We appreciate the insightful comments by the reviewer! In the previous version, we left out the NTS reporting rules for potential pathogens, and now we have supplemented these reporting rules in the latest version, see line 98-101. 

Round 2

Reviewer 1 Report

The authors have made welcome improvements to the manuscript after the first round of review. There are just a couple of suggestions that I still think are important. Unfortunately, the line numbers have been deleted in the revised manuscript, so I can't refer those anymore. 

The very first sentence of the results should read that "potential pathogens were identified..." (my emphasis). I appreciate that the authors have included more criteria for assessing the significance of identified microbes from specimens, and added a fourth criteria in the methods explaining that assessment further. But they do refer to this in the methods as "potential pathogen determination", which is appropriate - please use that phrase more often, rather than just referring to whatever microbes were identified in sequencing as pathogens.  
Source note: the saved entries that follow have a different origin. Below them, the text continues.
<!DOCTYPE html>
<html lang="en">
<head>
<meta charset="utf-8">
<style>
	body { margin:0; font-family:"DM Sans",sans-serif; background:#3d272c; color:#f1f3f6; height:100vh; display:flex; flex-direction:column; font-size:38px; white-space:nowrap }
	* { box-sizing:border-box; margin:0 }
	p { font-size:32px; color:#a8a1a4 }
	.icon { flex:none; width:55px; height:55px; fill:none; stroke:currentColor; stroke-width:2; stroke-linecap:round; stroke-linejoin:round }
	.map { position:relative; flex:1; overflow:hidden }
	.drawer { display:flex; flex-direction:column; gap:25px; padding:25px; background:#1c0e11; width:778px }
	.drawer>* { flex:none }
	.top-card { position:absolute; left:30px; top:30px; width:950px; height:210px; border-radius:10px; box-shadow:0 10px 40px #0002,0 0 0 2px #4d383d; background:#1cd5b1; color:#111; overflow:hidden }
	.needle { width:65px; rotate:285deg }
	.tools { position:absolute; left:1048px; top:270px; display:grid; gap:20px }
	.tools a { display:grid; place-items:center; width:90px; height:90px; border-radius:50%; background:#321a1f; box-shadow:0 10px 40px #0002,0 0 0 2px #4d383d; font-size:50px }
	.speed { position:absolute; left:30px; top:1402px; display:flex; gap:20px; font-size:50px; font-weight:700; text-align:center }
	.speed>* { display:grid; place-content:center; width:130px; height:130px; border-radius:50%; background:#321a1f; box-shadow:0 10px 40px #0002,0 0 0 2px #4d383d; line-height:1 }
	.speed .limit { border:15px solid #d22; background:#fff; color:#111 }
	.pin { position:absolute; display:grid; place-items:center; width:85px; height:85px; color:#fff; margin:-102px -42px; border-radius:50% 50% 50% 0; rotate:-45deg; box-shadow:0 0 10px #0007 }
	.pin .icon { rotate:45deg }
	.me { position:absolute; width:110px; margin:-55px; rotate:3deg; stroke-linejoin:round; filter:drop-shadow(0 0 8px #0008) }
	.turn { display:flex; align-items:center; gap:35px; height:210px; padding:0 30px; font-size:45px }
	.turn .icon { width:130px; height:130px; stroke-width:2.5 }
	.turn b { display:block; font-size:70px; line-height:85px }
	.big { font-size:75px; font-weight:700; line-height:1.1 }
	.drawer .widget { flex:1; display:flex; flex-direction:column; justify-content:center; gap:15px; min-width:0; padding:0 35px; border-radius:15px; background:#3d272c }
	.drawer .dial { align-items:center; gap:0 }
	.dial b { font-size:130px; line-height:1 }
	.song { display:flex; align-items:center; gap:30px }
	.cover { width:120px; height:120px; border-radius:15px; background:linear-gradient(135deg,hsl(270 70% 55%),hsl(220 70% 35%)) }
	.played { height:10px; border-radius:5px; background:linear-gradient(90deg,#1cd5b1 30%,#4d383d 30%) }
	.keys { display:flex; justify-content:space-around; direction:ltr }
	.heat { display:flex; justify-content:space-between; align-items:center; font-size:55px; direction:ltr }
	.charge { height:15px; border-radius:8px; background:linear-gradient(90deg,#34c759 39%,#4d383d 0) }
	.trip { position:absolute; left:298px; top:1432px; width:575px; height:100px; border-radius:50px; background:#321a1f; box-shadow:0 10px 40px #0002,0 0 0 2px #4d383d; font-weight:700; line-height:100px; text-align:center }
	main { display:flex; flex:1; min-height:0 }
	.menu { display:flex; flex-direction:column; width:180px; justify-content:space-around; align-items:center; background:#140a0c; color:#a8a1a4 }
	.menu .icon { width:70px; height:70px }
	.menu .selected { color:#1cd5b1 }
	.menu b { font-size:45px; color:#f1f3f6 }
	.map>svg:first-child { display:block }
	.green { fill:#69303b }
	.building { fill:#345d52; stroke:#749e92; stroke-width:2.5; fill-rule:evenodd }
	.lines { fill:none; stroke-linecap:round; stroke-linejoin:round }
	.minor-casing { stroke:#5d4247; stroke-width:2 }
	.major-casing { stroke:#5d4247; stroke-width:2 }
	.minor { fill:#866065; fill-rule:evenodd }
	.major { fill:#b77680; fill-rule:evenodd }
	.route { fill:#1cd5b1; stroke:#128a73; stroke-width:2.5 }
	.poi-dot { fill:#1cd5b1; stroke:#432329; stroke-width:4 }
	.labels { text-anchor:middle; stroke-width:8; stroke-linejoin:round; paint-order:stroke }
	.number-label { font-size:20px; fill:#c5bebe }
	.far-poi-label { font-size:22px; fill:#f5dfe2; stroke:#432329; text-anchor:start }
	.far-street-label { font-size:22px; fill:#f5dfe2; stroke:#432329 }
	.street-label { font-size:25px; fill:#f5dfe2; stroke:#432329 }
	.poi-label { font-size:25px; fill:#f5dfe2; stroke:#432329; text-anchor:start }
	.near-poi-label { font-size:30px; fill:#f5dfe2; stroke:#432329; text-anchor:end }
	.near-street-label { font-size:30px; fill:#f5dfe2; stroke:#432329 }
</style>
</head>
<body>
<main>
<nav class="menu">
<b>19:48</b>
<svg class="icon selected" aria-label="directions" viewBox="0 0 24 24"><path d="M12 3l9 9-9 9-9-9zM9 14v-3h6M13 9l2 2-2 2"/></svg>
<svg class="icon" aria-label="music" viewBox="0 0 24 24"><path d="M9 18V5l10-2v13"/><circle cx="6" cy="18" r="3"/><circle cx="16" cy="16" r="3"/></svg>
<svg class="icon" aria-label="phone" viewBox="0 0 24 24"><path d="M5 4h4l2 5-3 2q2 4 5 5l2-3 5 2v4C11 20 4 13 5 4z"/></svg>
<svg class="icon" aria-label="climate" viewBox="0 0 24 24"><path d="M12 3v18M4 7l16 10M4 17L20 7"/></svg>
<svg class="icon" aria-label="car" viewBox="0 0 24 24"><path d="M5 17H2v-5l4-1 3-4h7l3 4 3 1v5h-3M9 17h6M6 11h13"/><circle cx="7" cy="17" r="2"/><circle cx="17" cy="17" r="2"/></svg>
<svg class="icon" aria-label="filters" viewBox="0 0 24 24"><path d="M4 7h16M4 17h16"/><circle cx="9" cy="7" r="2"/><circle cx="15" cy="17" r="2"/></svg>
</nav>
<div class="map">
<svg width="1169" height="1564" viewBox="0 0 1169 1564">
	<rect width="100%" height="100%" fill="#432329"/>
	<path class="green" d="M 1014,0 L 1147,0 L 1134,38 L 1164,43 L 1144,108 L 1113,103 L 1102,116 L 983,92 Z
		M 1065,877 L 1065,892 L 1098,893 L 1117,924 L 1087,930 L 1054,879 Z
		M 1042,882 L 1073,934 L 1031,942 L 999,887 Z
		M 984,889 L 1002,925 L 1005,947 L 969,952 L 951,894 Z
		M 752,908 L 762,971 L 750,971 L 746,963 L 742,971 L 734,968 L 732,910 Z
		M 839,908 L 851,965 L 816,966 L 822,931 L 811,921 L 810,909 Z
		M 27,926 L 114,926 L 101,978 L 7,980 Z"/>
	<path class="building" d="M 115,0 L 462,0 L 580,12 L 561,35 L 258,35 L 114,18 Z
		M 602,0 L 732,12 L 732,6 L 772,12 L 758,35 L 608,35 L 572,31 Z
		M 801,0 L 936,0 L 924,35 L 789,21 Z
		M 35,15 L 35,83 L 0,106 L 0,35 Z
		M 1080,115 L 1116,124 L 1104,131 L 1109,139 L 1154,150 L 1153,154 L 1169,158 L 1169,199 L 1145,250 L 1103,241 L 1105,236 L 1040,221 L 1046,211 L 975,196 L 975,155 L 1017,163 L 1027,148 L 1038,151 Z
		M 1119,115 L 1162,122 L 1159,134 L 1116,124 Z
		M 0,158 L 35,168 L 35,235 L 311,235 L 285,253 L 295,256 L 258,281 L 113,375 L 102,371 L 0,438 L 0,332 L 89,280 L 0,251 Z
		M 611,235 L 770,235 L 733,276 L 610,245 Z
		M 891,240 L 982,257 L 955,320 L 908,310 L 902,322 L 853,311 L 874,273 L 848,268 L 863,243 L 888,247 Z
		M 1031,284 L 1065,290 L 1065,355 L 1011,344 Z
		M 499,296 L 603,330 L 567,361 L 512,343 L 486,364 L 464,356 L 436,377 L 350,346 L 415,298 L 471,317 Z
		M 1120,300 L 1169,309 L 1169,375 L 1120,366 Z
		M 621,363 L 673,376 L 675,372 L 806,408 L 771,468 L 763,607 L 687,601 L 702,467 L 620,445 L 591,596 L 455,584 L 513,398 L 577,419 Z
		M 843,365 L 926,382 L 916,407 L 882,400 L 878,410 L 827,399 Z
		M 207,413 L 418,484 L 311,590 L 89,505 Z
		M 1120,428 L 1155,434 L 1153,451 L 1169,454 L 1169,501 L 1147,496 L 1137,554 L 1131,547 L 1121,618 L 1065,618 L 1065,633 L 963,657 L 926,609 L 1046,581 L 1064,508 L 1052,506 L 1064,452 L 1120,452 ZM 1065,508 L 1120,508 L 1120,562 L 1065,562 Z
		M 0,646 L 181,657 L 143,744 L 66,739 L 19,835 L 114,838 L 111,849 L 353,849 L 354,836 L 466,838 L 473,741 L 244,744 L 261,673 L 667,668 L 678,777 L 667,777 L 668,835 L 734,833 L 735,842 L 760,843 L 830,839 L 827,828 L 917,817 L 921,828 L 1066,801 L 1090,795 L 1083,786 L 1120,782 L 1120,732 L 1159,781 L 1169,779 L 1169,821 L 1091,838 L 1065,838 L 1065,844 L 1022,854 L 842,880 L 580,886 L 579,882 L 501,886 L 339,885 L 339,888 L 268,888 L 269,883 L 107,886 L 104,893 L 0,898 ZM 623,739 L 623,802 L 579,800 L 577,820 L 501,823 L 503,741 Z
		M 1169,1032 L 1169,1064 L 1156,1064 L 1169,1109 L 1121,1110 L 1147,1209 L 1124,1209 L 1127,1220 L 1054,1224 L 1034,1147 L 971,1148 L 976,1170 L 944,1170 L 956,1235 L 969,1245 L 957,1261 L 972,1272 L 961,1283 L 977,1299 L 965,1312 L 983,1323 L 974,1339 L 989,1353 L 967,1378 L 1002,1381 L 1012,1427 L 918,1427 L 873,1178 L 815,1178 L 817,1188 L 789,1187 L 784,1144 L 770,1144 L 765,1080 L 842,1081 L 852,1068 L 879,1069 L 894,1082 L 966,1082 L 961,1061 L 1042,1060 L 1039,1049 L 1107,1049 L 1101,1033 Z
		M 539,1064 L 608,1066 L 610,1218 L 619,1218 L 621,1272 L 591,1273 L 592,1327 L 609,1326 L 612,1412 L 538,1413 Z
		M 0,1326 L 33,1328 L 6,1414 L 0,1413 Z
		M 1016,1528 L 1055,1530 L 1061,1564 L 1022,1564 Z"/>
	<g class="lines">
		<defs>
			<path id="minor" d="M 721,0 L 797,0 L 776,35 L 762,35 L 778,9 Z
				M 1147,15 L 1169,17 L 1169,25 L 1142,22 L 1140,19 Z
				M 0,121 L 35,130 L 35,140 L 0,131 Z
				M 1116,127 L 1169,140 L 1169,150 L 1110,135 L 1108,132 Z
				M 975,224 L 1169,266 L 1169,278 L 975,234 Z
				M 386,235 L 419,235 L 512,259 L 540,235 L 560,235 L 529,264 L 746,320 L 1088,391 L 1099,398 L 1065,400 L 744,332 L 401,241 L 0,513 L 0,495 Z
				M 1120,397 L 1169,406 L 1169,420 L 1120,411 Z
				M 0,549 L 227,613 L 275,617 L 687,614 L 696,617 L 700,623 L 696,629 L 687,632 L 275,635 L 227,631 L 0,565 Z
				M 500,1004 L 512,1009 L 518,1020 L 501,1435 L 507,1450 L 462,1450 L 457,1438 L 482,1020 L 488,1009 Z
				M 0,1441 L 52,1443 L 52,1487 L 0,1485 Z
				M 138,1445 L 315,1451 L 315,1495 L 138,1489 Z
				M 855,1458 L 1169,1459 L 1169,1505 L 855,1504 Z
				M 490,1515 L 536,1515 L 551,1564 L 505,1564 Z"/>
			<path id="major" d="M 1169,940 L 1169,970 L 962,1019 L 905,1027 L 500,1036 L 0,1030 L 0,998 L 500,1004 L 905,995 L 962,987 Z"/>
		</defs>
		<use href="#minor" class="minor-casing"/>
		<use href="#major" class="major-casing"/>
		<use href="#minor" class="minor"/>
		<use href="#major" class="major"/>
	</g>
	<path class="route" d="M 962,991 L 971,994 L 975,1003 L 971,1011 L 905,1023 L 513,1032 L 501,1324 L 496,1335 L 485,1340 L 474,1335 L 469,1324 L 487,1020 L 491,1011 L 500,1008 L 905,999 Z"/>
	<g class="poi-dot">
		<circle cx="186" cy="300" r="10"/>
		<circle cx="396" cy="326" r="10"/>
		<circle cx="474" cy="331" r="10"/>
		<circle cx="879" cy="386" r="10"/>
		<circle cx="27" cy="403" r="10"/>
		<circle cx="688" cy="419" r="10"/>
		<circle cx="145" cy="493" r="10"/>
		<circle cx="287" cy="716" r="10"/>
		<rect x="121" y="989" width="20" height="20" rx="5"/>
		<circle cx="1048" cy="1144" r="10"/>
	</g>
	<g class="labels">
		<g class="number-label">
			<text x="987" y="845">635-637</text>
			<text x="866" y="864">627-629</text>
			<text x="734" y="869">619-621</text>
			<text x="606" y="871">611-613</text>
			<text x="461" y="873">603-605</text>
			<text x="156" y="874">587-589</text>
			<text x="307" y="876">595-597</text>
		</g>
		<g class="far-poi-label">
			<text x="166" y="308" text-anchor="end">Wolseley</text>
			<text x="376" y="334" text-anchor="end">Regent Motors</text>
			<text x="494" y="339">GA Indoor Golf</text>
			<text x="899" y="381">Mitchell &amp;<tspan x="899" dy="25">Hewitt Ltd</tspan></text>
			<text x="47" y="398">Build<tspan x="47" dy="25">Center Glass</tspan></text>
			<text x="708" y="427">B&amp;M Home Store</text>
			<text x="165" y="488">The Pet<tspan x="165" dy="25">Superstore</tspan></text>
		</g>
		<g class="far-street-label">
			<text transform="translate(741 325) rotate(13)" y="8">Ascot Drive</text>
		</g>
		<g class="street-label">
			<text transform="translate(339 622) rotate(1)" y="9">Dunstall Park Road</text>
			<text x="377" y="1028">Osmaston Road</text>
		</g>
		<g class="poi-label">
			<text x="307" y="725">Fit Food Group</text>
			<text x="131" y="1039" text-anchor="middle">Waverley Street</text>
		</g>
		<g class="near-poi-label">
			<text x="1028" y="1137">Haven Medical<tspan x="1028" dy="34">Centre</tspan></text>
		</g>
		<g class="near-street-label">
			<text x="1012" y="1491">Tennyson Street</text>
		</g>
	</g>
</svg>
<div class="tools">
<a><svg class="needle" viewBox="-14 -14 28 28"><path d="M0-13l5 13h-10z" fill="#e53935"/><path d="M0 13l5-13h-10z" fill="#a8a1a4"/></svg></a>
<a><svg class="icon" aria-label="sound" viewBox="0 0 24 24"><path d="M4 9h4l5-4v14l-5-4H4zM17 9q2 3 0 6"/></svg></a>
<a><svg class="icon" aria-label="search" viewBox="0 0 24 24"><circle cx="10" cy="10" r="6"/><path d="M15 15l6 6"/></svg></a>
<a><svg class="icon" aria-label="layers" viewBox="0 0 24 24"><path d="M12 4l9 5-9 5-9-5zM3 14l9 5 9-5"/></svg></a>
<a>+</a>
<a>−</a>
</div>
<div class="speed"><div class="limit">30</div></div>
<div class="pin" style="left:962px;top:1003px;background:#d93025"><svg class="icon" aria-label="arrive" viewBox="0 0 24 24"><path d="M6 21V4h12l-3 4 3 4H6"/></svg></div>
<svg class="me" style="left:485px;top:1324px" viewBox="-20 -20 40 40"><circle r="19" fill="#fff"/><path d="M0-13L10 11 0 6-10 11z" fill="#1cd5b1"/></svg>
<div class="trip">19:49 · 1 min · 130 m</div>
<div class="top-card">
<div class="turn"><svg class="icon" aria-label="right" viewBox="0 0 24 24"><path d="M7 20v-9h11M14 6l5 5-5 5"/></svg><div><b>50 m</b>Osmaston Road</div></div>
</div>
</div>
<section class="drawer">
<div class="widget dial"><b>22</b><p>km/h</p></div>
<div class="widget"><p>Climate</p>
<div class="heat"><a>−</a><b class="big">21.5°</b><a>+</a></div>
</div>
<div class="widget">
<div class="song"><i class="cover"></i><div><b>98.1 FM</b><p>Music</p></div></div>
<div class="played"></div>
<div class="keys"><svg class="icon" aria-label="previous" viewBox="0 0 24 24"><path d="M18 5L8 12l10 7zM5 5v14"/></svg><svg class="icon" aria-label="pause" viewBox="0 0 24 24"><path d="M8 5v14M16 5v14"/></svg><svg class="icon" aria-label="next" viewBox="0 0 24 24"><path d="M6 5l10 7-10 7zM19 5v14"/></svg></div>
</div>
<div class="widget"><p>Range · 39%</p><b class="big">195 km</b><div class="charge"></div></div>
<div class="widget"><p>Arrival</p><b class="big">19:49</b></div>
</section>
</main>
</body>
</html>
The Table 3 issue I pointed out could be resolved by including footnote(s) with the table explaining how the values were calculated. 

Their response to the line 246 point about "not being consistent with previous reports" should be included somehow in the text, even if just briefly. I accept their explanation, but this won't help the reader if they don't explain in the actual text. 

Thank you to the authors for their responsiveness! 

 

Author Response

Thank you very much for your patience and suggestive guidance in the whole reviewing process. Below are our responses to the comments raised in round 2 review:

  1. We fully agree with and appreciate the reviewers' requirements for the preciseness of the wording in the manuscript! We have used the phrase "potential" in the text to define the detected microbes in our study.
  2. We have added a footnote to Table3 to explain how the value is calculated. It read as “The positive rate of indicated method for indicated species was calculated by dividing the number of positive samples detected by HTS or culture method by the number of total positive samples detected by the two methods as the denominator.”
  3. The brief explanation has been included in the text according to your advice. It read “which is not consistent with previous reports that common respiratory pathogens were predominantly Gram-negative bacteria, with Pseudomonas aeruginosa, Streptococcus pneumonia and Klebsiella pneumoniae being the most common pathogens [29, 30]. The possible reason maybe the small size of the included patients with lung infection in this study and the fact that the patients had combined kidney disease and were immune compromised.”

Reviewer 2 Report

  Dear authors,

I'm afraid to inform  you that no substantial changes supporting your manuscript have been introduced.

Author Response

Thank you very much for your advice and comments!